▶ **INPUT**

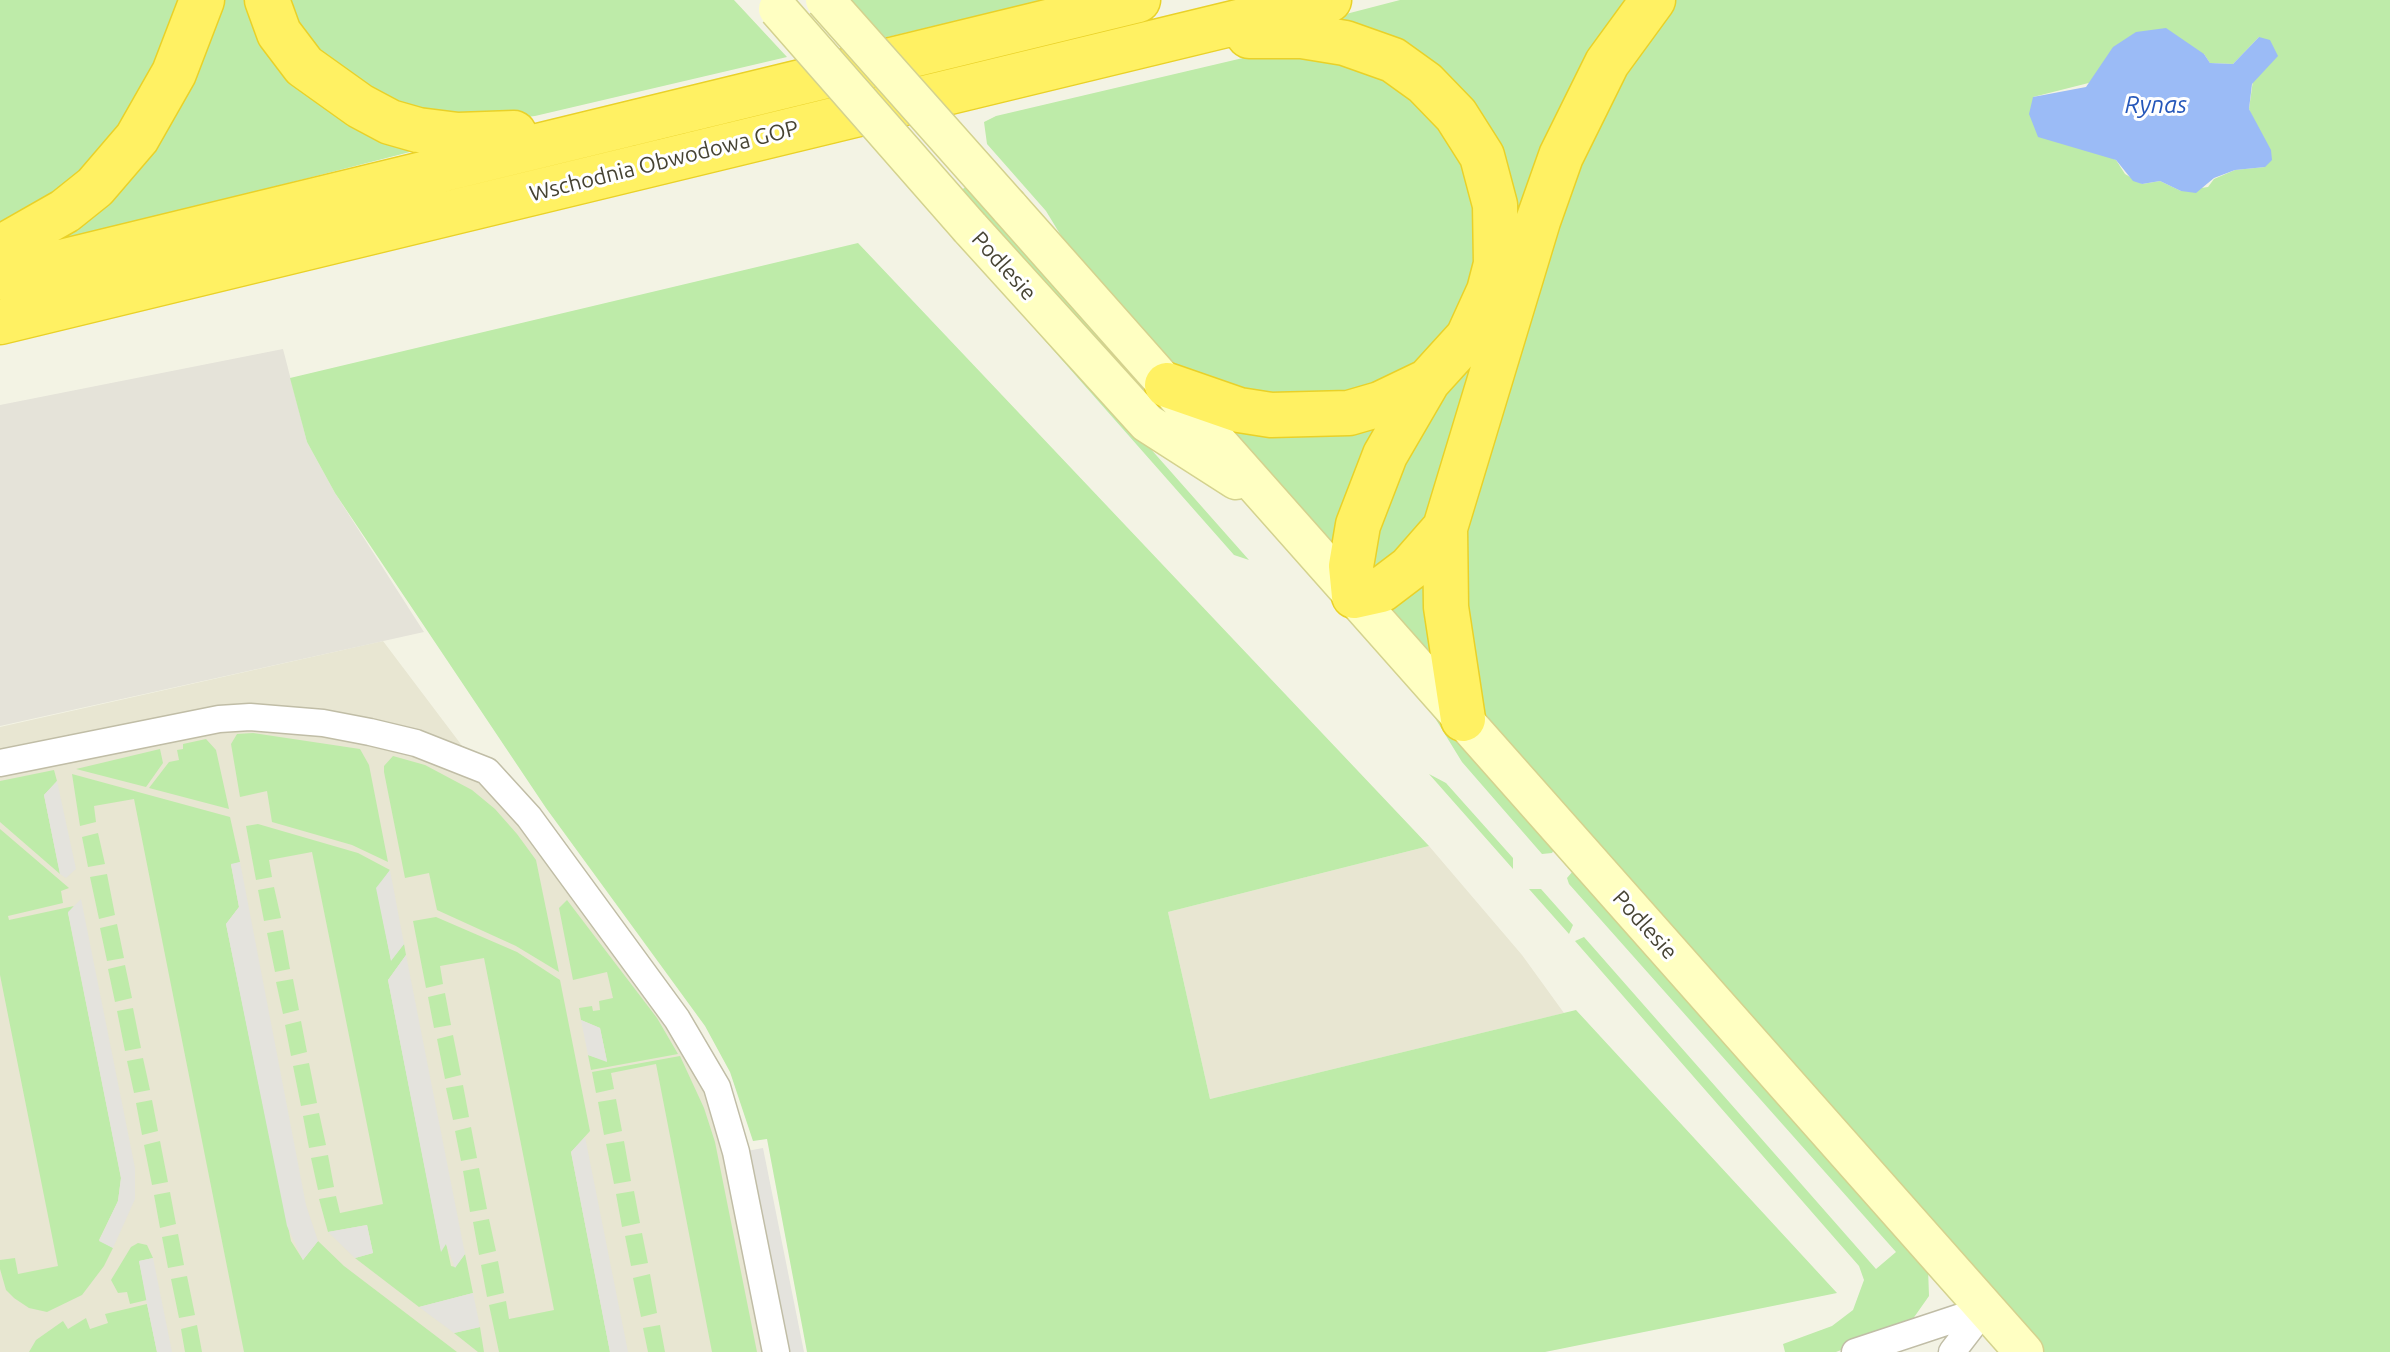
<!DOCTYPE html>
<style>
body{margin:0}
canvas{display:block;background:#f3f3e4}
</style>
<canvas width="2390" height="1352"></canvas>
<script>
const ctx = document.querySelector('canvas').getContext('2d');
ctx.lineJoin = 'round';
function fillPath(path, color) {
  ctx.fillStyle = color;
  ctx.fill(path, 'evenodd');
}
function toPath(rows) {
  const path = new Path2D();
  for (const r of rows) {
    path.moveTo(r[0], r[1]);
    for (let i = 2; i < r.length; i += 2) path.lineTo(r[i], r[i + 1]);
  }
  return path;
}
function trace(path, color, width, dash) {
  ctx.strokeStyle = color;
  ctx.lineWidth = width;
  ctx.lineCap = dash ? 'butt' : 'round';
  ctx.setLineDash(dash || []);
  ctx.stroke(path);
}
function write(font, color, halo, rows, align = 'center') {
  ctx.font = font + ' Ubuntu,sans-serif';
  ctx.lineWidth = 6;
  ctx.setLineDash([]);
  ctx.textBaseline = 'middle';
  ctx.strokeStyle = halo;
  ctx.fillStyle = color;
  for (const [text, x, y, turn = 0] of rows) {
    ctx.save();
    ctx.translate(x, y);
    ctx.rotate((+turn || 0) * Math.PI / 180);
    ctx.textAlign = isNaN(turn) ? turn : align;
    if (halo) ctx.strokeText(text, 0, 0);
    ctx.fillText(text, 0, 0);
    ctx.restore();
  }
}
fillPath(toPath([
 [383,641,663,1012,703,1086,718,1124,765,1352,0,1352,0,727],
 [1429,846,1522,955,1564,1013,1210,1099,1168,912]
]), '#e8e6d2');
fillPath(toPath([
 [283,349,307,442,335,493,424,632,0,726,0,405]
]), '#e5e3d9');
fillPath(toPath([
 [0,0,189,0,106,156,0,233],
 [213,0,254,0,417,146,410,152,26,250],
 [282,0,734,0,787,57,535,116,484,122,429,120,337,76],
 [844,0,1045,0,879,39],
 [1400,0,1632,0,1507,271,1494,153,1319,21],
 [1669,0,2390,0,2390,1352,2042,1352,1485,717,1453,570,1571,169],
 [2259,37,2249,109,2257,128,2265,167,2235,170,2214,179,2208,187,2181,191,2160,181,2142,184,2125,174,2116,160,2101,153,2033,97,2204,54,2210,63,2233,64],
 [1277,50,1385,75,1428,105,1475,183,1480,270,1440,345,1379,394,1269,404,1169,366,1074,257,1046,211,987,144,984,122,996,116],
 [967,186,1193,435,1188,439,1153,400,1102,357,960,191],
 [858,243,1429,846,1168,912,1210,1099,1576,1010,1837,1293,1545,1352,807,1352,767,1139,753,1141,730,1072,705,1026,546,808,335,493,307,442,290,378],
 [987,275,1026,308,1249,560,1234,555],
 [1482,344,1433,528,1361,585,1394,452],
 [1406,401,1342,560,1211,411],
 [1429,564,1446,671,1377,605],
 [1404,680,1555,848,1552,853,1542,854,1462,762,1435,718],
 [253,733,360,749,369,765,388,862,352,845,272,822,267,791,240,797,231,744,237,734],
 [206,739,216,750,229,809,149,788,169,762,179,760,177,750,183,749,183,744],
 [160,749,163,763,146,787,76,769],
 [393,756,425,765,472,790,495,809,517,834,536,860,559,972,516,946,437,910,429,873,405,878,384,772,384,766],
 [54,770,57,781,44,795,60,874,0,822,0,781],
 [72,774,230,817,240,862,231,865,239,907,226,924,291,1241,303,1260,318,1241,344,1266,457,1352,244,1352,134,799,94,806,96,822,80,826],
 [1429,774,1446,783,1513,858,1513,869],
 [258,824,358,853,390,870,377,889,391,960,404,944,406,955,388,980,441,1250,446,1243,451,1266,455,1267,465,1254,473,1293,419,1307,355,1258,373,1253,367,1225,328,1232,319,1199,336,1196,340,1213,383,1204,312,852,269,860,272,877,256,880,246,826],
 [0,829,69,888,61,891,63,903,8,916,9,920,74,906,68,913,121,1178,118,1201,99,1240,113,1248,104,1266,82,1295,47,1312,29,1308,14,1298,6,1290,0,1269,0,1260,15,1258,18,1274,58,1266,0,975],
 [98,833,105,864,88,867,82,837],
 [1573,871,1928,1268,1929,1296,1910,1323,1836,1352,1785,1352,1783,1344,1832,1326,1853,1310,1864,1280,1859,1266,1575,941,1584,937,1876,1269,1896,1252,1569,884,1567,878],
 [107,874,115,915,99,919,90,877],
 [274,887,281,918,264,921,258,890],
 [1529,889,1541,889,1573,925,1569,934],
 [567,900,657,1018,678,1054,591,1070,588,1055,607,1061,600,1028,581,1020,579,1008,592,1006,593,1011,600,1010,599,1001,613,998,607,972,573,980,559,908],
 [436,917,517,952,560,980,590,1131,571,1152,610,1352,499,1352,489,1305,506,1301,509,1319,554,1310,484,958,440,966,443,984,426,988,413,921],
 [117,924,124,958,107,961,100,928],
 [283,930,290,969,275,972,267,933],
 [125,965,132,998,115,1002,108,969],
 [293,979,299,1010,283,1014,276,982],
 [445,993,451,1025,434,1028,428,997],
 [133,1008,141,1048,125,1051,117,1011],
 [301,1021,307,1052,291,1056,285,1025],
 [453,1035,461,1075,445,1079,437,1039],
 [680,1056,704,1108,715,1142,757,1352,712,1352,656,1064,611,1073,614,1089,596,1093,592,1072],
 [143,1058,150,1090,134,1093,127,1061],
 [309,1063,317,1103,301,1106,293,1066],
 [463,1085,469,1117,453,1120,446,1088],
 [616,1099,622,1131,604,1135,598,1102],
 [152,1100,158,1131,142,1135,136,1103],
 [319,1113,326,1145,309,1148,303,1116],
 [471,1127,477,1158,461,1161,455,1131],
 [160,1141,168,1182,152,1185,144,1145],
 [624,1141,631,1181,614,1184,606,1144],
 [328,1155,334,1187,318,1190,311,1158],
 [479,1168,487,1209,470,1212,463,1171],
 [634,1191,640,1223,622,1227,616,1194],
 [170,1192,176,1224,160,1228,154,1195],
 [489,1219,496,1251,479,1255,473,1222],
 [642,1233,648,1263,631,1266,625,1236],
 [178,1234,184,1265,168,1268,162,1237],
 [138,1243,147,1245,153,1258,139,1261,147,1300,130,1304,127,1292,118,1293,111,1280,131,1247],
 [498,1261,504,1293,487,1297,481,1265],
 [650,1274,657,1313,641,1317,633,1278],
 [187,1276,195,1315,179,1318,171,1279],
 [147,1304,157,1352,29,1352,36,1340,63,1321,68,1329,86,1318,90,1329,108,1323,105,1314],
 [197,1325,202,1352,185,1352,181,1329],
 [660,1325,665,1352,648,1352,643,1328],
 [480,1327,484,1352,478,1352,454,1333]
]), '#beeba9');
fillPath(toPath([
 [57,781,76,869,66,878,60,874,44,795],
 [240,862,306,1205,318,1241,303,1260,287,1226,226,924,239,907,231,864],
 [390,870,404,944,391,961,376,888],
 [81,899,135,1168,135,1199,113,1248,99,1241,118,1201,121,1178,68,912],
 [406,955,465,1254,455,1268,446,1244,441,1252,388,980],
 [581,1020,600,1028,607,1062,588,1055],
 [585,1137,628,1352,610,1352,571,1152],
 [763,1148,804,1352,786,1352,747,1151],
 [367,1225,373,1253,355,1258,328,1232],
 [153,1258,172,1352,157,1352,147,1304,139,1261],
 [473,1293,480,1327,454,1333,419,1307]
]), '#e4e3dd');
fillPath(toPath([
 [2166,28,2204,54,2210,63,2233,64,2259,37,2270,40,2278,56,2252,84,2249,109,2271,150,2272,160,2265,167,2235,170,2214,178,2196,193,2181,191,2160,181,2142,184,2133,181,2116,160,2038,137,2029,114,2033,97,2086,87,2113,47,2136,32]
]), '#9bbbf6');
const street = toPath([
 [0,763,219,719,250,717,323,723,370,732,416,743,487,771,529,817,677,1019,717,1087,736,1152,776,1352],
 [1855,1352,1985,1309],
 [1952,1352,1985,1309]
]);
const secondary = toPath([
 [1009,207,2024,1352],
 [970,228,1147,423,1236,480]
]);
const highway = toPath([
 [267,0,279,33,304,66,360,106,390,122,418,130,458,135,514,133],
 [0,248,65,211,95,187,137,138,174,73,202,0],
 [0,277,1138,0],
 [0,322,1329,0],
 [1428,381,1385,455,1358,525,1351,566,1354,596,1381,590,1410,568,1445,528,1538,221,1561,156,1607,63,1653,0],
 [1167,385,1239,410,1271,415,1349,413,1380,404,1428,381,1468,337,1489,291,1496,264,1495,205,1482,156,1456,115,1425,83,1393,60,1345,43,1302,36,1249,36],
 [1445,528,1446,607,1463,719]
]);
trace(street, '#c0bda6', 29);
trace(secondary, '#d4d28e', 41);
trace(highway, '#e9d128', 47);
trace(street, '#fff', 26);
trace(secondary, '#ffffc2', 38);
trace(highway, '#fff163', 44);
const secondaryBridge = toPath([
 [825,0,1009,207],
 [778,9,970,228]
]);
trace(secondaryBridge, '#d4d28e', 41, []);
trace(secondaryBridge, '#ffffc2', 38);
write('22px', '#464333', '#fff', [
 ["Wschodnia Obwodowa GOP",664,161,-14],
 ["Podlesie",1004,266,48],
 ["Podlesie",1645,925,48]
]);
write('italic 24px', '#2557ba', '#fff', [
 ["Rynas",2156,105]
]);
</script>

▶ **PROBLEM STATEMENT**
Scan the listing above. Collect all lines with the word "function".

▶ **SOLUTION**
function fillPath(path, color) {
function toPath(rows) {
function trace(path, color, width, dash) {
function write(font, color, halo, rows, align = 'center') {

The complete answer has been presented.